And now if you press CTRL-RETURN the cell will be rendered - by adding various other bits of code you can build up a document like this.

21 of 25

Keyboard shortcuts

There are lots of Jupyter Notebook keyboard shortcuts that you can use. To see the list of them all, click on the icon here:

22 of 25

Downloading/Sharing your notebook

If you wanted to submit your Jupyter Notebook as a document alongside a journal article (say), you can download it in various formats - incl. as an .html file.

To share with others (and allow them to interact with it), you could download it as a Notebook (.ipynb) file.

23 of 25

Downloading as a Python script

You can download the script itself so you can run it outside the Jupyter Notebook. I’ll download it and save it to a folder on my machine that I’ve called python_scripts

24 of 25

Running the .py script from the Command Line

We can run Python scripts from the command line - just make sure you’re running it in the right conda environment - we can tell that we’re in the data_science environment by the fact that (data_science) is presented at the start of the prompt. From the folder where you’ve saved the hello_world.py script, you can type python hello_world.py like below.
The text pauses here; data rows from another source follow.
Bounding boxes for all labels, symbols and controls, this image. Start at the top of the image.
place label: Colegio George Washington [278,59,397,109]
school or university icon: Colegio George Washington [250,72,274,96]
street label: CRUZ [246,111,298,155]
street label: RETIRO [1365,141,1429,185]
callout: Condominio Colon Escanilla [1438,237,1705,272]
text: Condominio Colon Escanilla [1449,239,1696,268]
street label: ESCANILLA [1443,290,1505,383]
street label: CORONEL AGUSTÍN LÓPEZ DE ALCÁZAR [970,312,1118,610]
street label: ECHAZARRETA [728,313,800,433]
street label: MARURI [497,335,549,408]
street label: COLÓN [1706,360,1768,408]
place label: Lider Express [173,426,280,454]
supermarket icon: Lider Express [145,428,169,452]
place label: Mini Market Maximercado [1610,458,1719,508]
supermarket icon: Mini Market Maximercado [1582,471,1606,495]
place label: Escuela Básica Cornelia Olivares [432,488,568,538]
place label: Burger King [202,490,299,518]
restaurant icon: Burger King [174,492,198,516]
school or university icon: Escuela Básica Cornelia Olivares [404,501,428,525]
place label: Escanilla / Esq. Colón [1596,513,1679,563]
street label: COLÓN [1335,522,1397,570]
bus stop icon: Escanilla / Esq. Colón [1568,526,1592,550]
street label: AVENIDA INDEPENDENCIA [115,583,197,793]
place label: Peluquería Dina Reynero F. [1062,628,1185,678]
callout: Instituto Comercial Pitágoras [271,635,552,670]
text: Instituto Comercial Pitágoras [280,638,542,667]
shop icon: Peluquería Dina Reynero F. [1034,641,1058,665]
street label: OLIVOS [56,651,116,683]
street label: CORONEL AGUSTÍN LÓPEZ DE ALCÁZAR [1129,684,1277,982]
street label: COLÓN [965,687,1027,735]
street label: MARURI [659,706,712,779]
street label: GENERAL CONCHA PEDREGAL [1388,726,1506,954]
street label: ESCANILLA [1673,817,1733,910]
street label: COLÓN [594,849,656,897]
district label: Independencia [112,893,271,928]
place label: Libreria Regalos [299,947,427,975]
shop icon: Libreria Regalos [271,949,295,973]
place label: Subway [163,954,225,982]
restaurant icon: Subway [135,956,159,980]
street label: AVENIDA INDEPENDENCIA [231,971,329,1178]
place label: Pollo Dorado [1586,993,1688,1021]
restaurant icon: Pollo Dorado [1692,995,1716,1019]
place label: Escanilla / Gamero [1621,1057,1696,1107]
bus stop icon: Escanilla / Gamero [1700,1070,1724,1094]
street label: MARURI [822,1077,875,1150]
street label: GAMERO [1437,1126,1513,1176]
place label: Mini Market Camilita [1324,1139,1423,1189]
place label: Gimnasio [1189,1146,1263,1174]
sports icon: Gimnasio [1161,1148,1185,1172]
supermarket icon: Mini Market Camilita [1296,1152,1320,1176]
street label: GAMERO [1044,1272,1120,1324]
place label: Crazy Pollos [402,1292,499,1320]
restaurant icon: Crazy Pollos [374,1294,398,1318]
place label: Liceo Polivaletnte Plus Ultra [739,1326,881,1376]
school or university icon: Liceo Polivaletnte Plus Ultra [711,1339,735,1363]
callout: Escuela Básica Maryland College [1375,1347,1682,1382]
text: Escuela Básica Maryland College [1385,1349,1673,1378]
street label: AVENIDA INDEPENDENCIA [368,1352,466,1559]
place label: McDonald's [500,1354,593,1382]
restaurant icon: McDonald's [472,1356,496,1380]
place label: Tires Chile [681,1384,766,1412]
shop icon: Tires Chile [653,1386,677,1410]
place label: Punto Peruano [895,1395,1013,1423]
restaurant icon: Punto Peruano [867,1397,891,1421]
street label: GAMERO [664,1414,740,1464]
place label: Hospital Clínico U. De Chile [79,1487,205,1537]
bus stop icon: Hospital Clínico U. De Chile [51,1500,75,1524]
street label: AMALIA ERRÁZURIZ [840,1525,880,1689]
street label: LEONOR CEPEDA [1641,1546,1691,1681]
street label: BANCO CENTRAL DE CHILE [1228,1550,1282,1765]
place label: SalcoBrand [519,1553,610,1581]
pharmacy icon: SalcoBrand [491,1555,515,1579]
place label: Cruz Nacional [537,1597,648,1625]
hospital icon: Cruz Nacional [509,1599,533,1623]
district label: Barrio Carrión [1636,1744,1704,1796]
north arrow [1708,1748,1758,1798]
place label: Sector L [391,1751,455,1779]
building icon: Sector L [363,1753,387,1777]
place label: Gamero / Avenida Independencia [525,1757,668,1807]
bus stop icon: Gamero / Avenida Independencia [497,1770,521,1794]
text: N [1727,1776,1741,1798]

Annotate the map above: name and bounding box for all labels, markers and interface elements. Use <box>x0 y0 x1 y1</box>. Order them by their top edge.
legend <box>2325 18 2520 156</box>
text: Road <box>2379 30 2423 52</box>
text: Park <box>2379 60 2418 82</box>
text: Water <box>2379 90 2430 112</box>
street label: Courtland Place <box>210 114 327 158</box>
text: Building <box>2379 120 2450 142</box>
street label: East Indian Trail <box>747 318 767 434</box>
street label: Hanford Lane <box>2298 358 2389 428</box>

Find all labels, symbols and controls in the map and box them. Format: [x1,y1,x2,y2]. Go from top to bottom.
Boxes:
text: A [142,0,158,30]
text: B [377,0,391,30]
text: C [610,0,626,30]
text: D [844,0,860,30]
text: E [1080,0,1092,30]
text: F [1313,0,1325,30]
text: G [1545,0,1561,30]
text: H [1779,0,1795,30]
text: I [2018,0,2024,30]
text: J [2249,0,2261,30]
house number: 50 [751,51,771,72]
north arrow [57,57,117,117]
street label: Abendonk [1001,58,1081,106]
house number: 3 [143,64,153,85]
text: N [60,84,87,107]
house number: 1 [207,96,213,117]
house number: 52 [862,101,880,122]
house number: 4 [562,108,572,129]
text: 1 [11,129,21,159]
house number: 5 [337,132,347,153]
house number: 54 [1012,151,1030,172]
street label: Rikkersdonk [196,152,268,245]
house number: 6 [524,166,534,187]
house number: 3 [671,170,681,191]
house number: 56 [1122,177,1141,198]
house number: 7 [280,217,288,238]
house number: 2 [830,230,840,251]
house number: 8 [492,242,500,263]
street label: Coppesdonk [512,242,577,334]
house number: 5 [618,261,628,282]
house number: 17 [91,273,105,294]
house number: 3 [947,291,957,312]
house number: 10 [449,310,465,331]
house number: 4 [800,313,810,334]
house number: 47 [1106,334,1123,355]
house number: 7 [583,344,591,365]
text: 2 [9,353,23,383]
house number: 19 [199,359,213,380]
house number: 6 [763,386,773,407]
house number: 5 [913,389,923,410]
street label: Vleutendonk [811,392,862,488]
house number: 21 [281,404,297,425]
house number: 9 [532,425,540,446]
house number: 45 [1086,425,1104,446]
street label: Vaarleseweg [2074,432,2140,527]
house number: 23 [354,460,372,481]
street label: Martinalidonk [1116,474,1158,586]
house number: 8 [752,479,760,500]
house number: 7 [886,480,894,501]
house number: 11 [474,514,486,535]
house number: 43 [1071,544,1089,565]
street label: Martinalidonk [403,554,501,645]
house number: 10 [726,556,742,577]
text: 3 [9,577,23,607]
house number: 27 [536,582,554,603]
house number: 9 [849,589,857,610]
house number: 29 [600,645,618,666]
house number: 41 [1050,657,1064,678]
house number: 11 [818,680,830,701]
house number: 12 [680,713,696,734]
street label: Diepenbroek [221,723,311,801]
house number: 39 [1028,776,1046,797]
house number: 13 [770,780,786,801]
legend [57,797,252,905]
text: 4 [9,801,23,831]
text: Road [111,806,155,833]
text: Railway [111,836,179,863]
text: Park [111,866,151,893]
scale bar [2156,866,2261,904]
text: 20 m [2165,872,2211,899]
(data_science)$ python hello_world.py

hello world!

Obviously this is a trivial example, but it’s useful to remember that you can run Python scripts like this rather than having to manually run things in Jupyter Notebooks or another interactive environment.

25 of 25

Summary

Hopefully I’ve convinced you that Python is a language worth learning - it’s a general purpose programming language and is used widely in data science.

You should understand why it’s important to ensure you write your Python code in conda environments where Python library versions are managed to ensure your Python script is reproducible.

You should now have a working Python installation on a machine you can access and are ready to start writing some Python code in a Jupyter Notebook!